Putnam County was officially created in 1842 from parts of White, Overton, Jackson, Smith and DeKalb counties. It was named in honor of General Israel Putnam of the Revolutionary War.
In 1844 an injunction restrained the county and circuit court officers from performing their duties after a charge that the county was improperly established.
However, in 1854 the county was re-established after a court ruling. The county seat was also established at the time and named Cookeville in honor of Major Richard Cooke who had been instrumental in getting the county re-established.
Putnam County lies within 3 major geographic divisions: the Cumberland Plateau, the Highland Rim, and the Central Basin. The largest portion of the county is situated within the Highland Rim, while the Cumberland Plateau occupies the eastern portion, and the Central Basin extends into the extreme western part of the county.

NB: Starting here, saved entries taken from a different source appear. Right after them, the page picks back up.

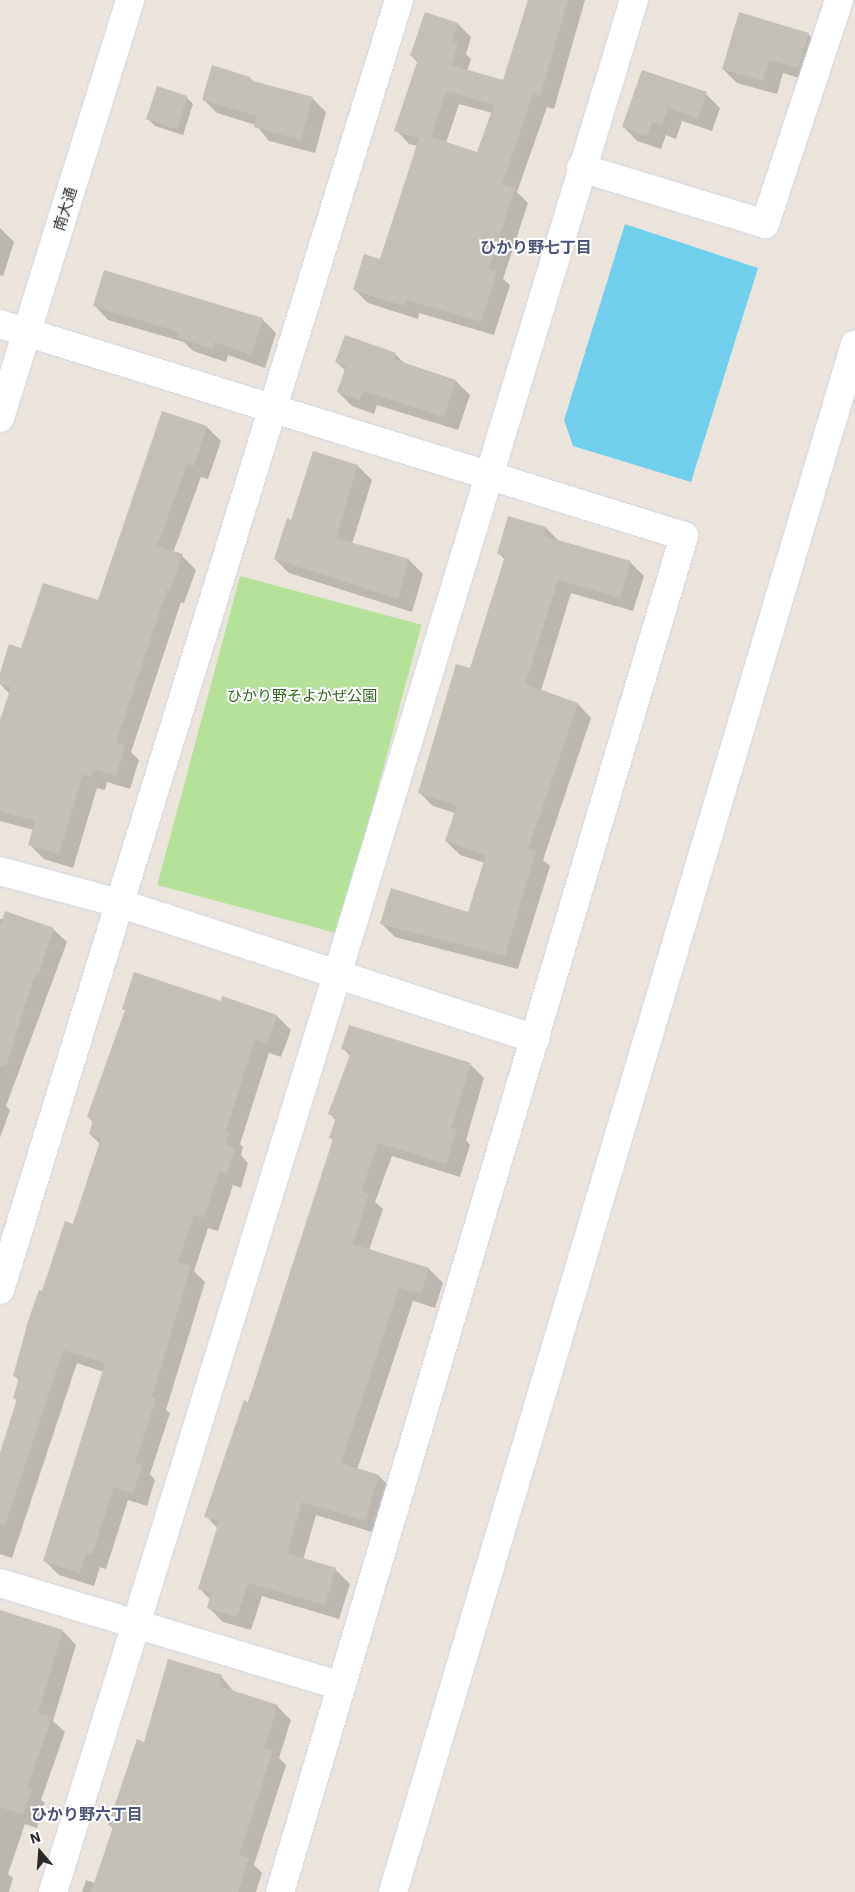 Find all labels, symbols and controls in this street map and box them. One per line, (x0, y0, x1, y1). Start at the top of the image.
street label: 南大通 (50, 185, 80, 233)
district label: ひかり野七丁目 (480, 237, 592, 257)
park label: ひかり野そよかぜ公園 (227, 687, 377, 705)
district label: ひかり野六丁目 (31, 1804, 143, 1824)
north arrow (15, 1827, 65, 1877)
text: N (28, 1828, 43, 1848) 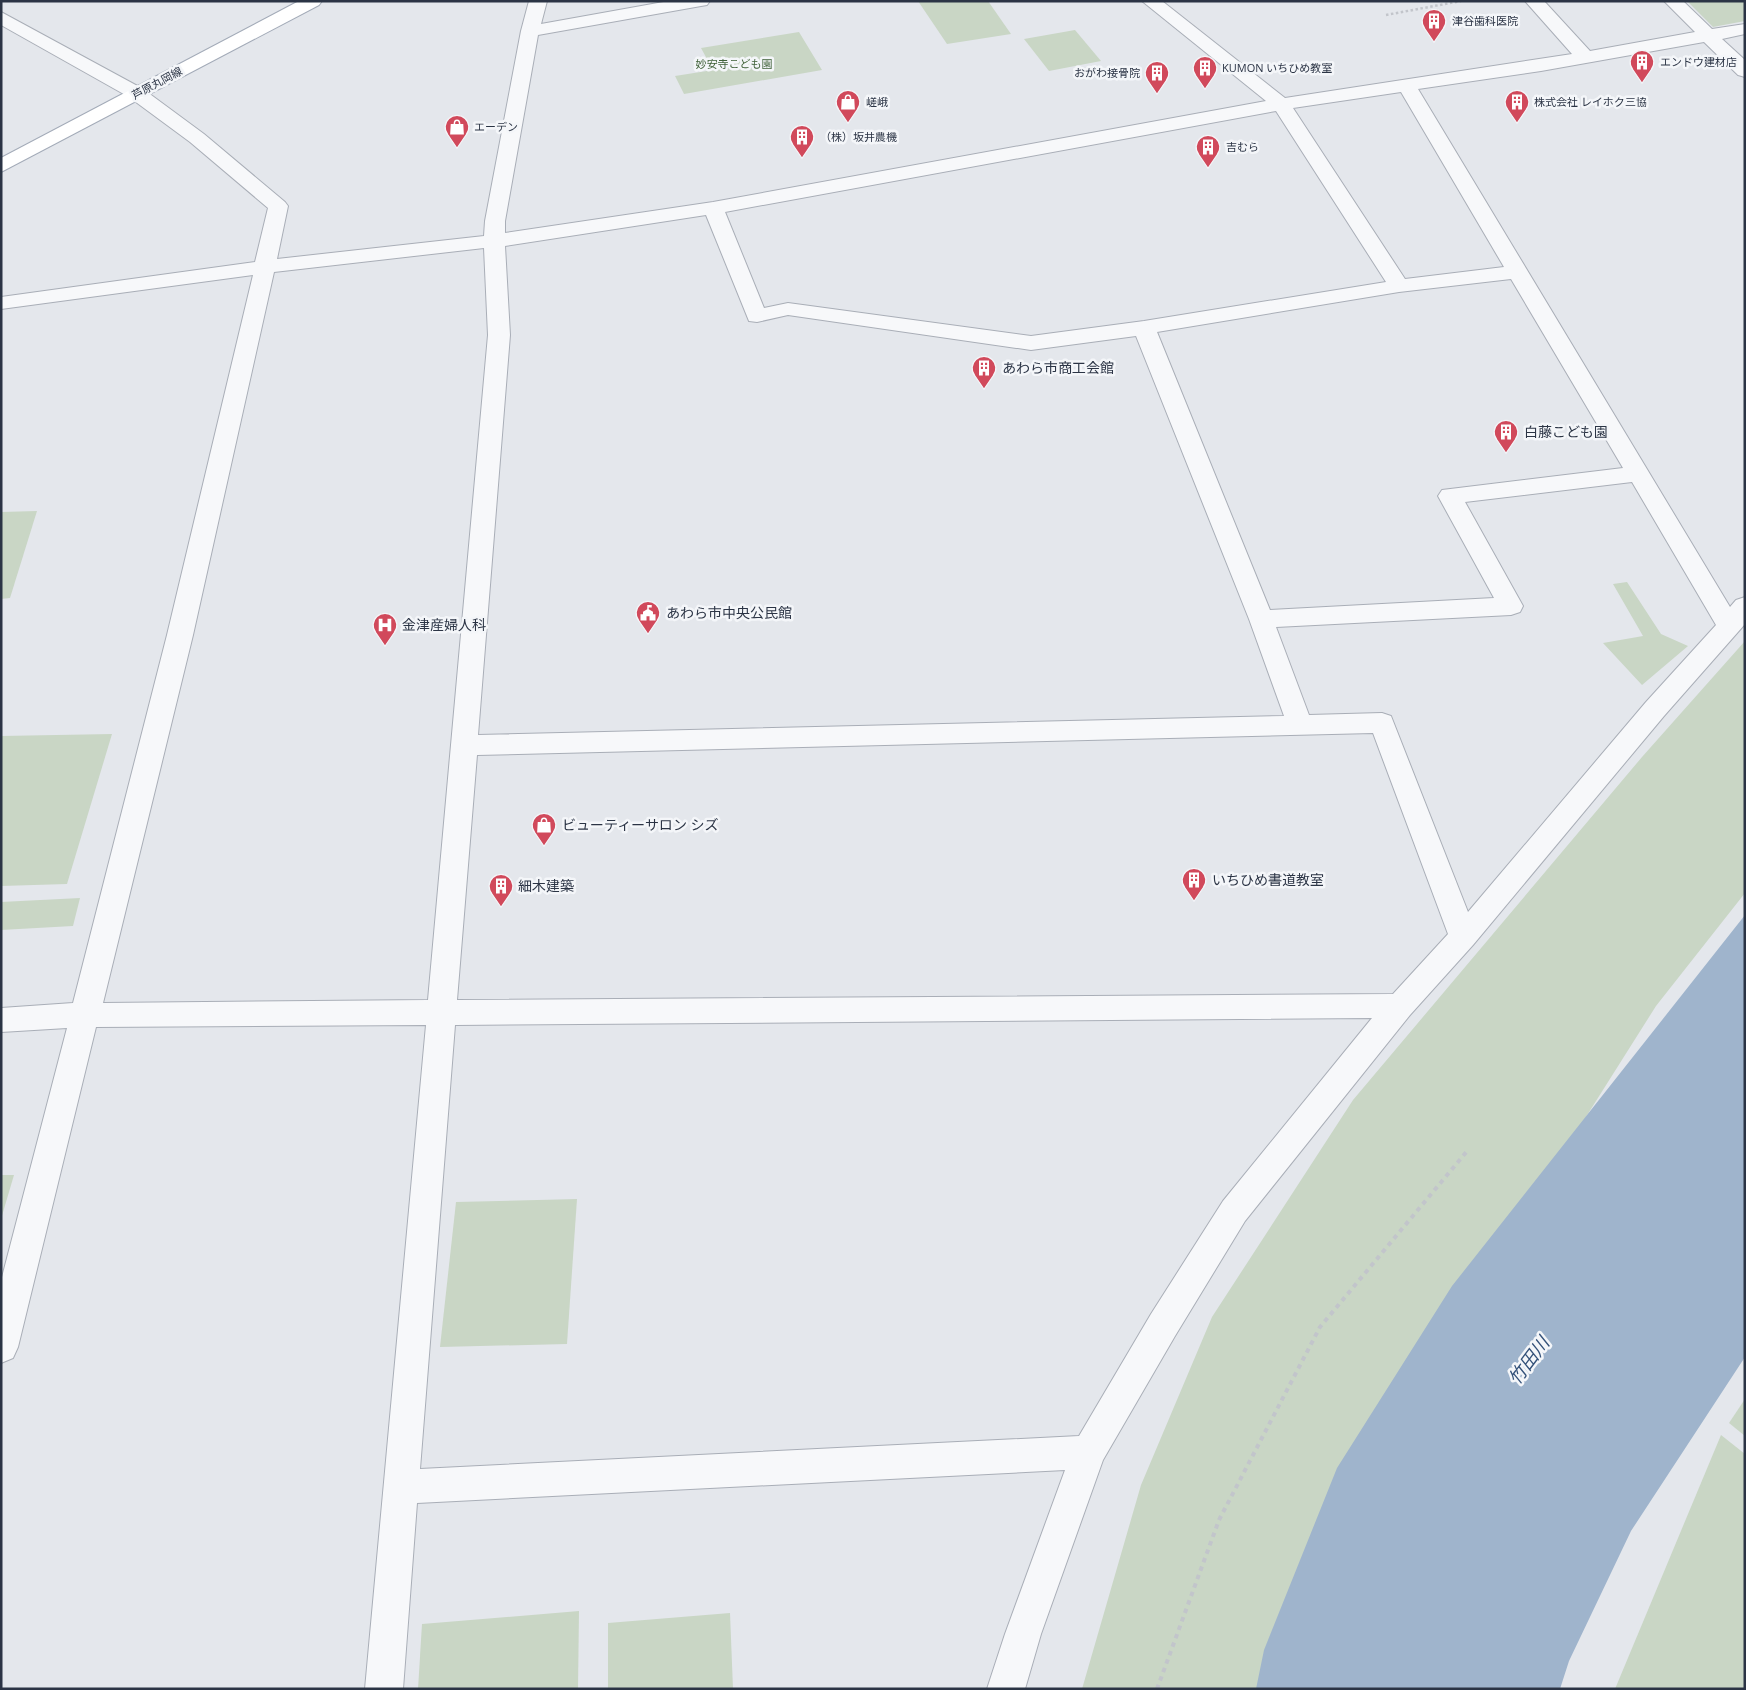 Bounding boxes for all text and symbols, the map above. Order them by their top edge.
building icon: 津谷歯科医院 [1421,8,1447,42]
place label: 津谷歯科医院 [1452,13,1518,28]
building icon: エンドウ建材店 [1629,49,1655,83]
place label: エンドウ建材店 [1660,54,1737,69]
building icon: KUMON いちひめ教室 [1192,55,1218,89]
park label: 妙安寺こども園 [696,56,773,71]
building icon: おがわ接骨院 [1144,60,1170,94]
place label: KUMON いちひめ教室 [1222,60,1332,75]
street label: 芦原丸岡線 [129,63,185,102]
place label: おがわ接骨院 [1074,65,1140,80]
shop icon: 嵯峨 [835,89,861,123]
building icon: 株式会社 レイホク三協 [1504,89,1530,123]
place label: 嵯峨 [866,94,888,109]
place label: 株式会社 レイホク三協 [1534,94,1647,109]
shop icon: エーデン [444,114,470,148]
place label: エーデン [474,119,518,134]
building icon: （株）坂井農機 [789,124,815,158]
place label: （株）坂井農機 [820,129,897,144]
building icon: 吉むら [1195,134,1221,168]
place label: 吉むら [1226,139,1259,154]
building icon: あわら市商工会館 [971,355,997,389]
place label: あわら市商工会館 [1002,358,1114,377]
building icon: 白藤こども園 [1493,419,1519,453]
place label: 白藤こども園 [1524,422,1608,441]
public building icon: あわら市中央公民館 [635,600,661,634]
place label: あわら市中央公民館 [666,603,792,622]
hospital icon: 金津産婦人科 [372,612,398,646]
place label: 金津産婦人科 [402,615,486,634]
shop icon: ビューティーサロン シズ [531,812,557,846]
place label: ビューティーサロン シズ [562,815,719,834]
building icon: いちひめ書道教室 [1181,867,1207,901]
place label: いちひめ書道教室 [1212,870,1324,889]
building icon: 細木建築 [488,873,514,907]
place label: 細木建築 [518,876,574,895]
water label: 竹田川 [1502,1330,1555,1389] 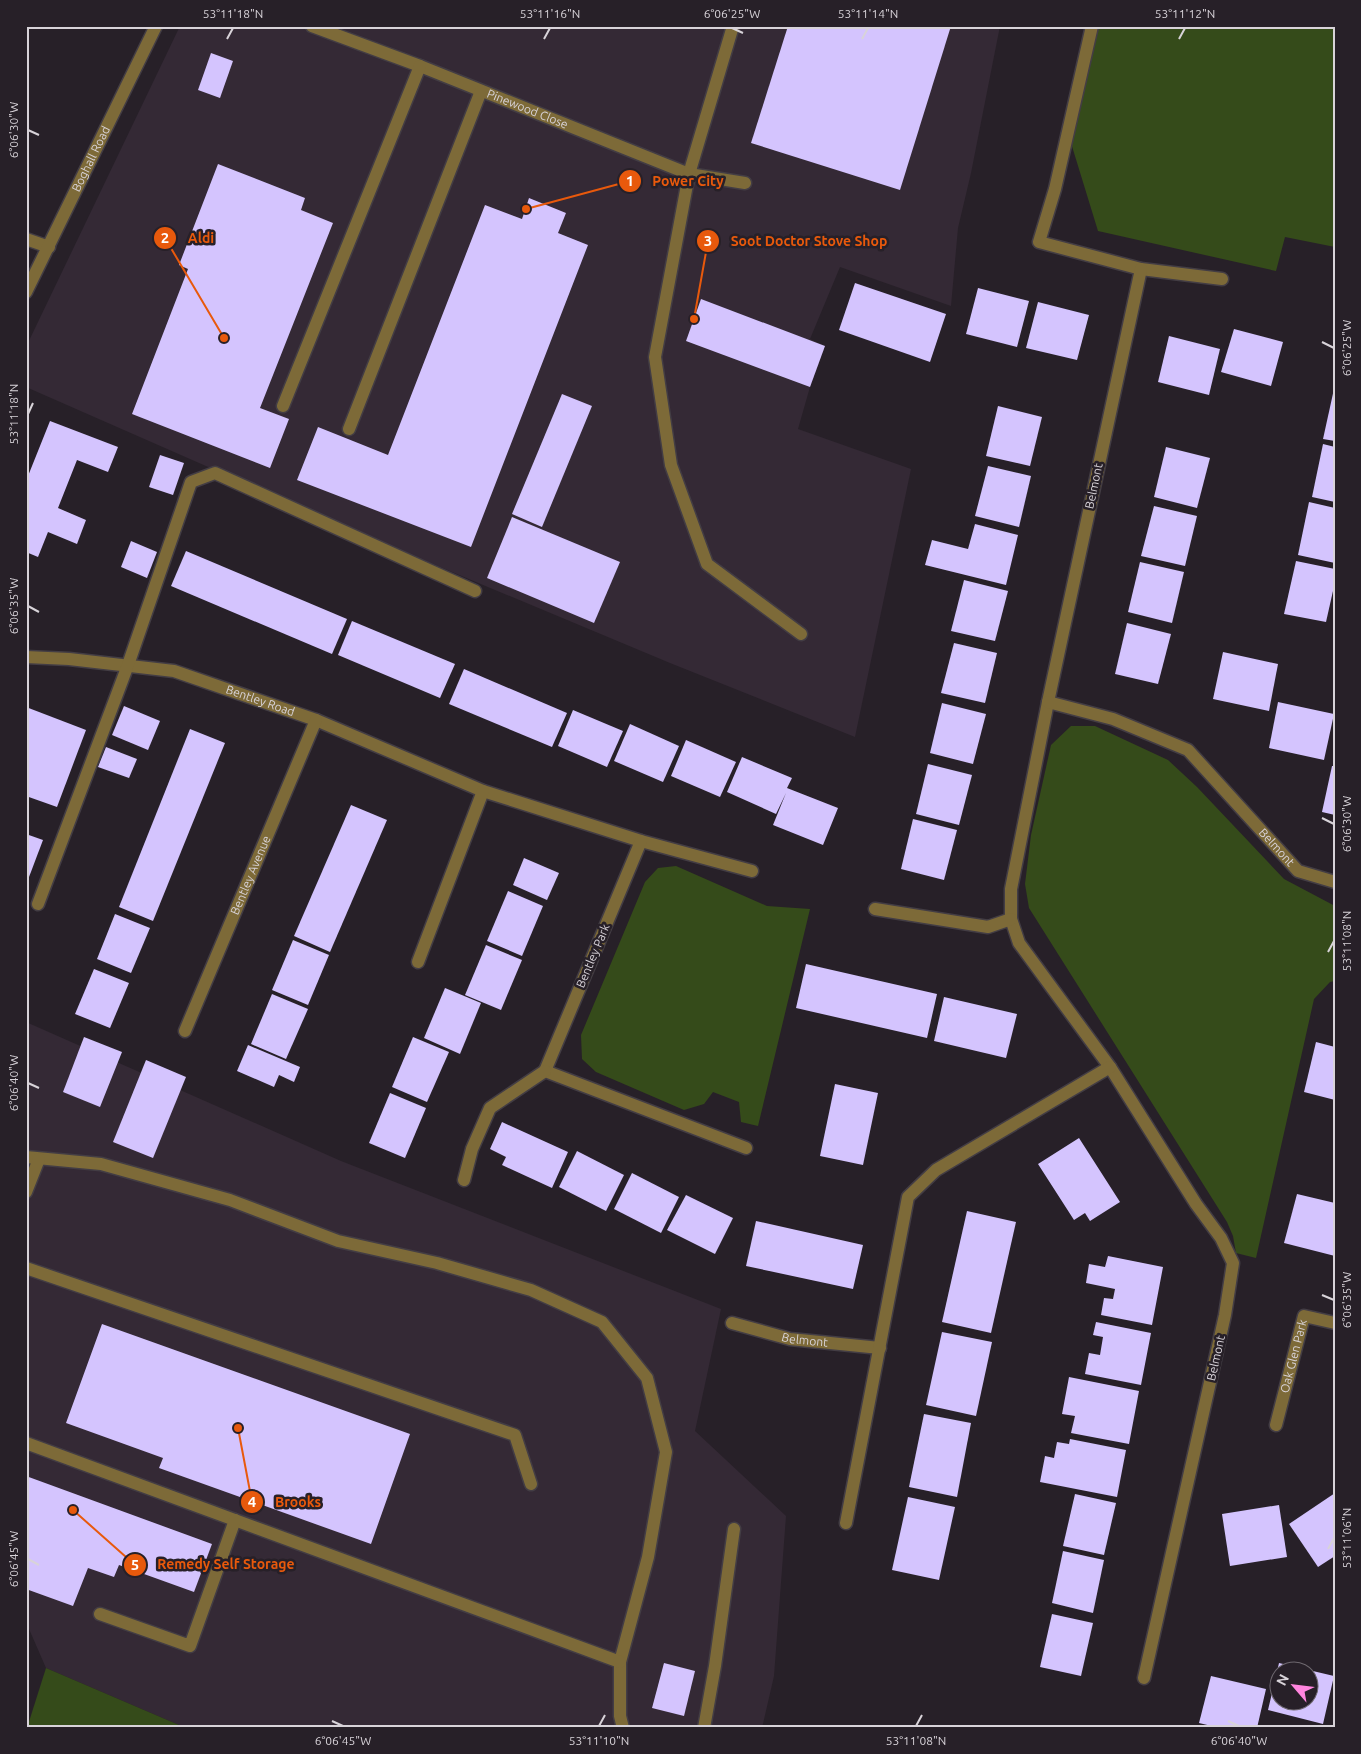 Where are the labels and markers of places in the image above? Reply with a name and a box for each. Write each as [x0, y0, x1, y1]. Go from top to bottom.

Putnam County has a diverse topography that affects the climate. Elevations range from 500 to 2,000 feet. Average annual precipitation increases from west to east as the elevation increases, and reaches a maximum of 59 inches near Monterey.
Generally, the temperature in the western part of the county averages about 1 degree warmer than in Cookeville, and temperatures in the extreme eastern part are usually about 3 degrees cooler. The growing season ranges from 175 to 200 days.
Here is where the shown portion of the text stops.